My question is, does it make sense for people using CW on the
satellites to have their receiver set to USB? Do some operators do
this? If listening on a VFO with USB and had your transmit VFO set to
CW, would this help make it easier for CW ops to know when they have
drifted into an existing voice QSO?
There were several replies, but I felt W0JT replied very well:
I don’t think that the OP was trying to complain about SSB operators being less capable or less polite or less facile in their Doppler tuning correction or whatever in comparison to CW operators. He was just making an observation that sometimes two pairs of communicating operators have their frequencies “collide” due to shifting Doppler and different ways of tracking the tuning to compensate.
The issue is that (at least on all of my radios), when you are set to receive in CW mode the radio does narrow its bandwidth considerably to get the maximum benefit of CW’s narrower frequency bandwidth requirement, which is part of what makes it able to dig deeper into the noise level and pull out an intelligible signal. When I am set to receive in CW and tune in an SSB station (for example, during a terrestrial contest when there are lots of signals of both types present), I can’t understand the SSB conversation, but if I am set to receive in SSB, the radio sets a wider bandwidth and I can hear a CW signal quite well, and understanding it is mainly dependent on how well or poorly I can copy CW at all. So the OP was pointing out that if the CW operator was set to receive in SSB instead of CW, he would lose the selectivity of the narrower bandwidth but probably would still be able to copy the CW signal, with the added benefit of being able to hear and understand a SSB QSO whose frequency happened to collide with his CW operating frequency. No judgment was meant to be implied on who intruded on whom, or why (strictly because of shifting Doppler vs. different techniques of Doppler tuning correction). Just that for whatever combination of reasons, the two QSO’s happened to cross frequencies and intrude on one another.
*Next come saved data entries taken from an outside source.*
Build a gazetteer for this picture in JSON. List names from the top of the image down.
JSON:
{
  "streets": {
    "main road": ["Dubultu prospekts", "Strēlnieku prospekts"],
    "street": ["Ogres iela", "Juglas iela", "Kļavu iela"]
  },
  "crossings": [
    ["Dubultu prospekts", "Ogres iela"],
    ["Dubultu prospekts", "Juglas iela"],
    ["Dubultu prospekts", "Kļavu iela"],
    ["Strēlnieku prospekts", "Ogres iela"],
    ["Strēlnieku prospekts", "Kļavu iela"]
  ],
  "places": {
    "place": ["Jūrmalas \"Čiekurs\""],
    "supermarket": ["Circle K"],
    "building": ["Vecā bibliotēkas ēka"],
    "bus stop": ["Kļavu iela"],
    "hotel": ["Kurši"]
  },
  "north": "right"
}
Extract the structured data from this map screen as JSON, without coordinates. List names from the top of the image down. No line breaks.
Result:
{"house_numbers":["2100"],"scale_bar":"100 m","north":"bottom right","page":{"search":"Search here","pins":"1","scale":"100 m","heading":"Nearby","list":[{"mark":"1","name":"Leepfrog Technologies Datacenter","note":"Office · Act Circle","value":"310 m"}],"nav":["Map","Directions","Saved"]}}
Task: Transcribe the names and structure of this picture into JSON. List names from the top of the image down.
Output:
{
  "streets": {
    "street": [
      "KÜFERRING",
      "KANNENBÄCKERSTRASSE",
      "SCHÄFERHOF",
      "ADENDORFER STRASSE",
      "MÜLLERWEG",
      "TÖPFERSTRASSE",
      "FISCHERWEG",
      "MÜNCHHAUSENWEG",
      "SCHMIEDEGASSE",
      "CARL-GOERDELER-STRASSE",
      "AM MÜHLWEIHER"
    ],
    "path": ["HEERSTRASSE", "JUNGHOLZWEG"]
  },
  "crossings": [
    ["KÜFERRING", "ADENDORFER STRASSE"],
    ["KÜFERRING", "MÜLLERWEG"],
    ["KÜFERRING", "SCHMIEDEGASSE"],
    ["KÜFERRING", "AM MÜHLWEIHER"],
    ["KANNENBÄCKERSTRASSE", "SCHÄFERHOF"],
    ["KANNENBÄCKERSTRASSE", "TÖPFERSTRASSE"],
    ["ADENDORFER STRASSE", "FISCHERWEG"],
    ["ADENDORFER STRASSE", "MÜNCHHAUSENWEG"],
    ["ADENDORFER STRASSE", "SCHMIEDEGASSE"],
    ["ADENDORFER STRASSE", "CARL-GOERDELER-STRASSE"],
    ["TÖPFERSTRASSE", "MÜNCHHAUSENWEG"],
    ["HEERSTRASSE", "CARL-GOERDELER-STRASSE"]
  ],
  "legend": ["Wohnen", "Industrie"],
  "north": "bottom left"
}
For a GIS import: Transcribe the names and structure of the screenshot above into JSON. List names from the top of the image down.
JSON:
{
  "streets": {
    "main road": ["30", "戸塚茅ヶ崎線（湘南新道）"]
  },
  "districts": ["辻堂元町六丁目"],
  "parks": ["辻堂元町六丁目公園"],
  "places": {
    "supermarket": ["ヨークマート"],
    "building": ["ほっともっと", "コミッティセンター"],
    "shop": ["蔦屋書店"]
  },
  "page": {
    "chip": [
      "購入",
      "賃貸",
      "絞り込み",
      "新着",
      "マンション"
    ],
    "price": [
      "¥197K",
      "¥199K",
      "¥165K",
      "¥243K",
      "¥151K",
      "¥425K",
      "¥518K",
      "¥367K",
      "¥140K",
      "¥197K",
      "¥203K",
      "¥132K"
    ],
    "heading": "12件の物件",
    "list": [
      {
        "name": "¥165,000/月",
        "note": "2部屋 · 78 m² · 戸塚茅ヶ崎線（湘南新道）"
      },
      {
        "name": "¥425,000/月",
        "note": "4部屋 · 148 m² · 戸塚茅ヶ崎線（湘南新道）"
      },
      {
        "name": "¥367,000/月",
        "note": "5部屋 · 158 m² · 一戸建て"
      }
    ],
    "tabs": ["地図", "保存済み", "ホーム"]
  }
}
By listening in SSB mode the CW operator would become more aware of the intrusion and could better adjust his tuning to avoid it or move away from the colliding signal.
When I am operating in a terrestrial VHF/UHF/microwave contest, there are times when I can hear an operator well enough to copy him on SSB, but he is unable to hear me well enough to copy me on SSB. I will then switch to CW mode and send my information that way, counting on the superior legibility of CW (to an operator who understands CW) to get my information across. The problem that arises is that if the other operator copies my CW and realizes that I copied his SSB just fine, he may reply in SSB (because he doesn’t have to change any settings on his radio, he just hits the transmit button and talks), and with my radio set to CW mode, I can no longer copy him legibly. So I have to quickly switch back to SSB mode as soon as I finish sending my CW to hear his SSB reply. I guess my point is simply that while I have not experienced the exact problem that the OP was talking about, since I don’t normally operate CW on the satellites, I understand what he is talking about regarding the legibility of a CW signal in SSB receive mode vs. the illegibility of an SSB signal in CW receive mode.
Bottom line: if you can hear the CW coming down from the satellite well enough in SSB mode, it might very well be a good idea to listen in that fashion. It may or may not be easy to configure your radio(s) to transmit CW and listen to SSB, but if you can do it, and not lose the CW signal in the noise, it may be a good way to go.
73 de John Toscano, W0JT/5, AMSAT-NA LM#2292
My bottom line is that you can listen on USB and hear a little better than having your receiver VFO in CW mode.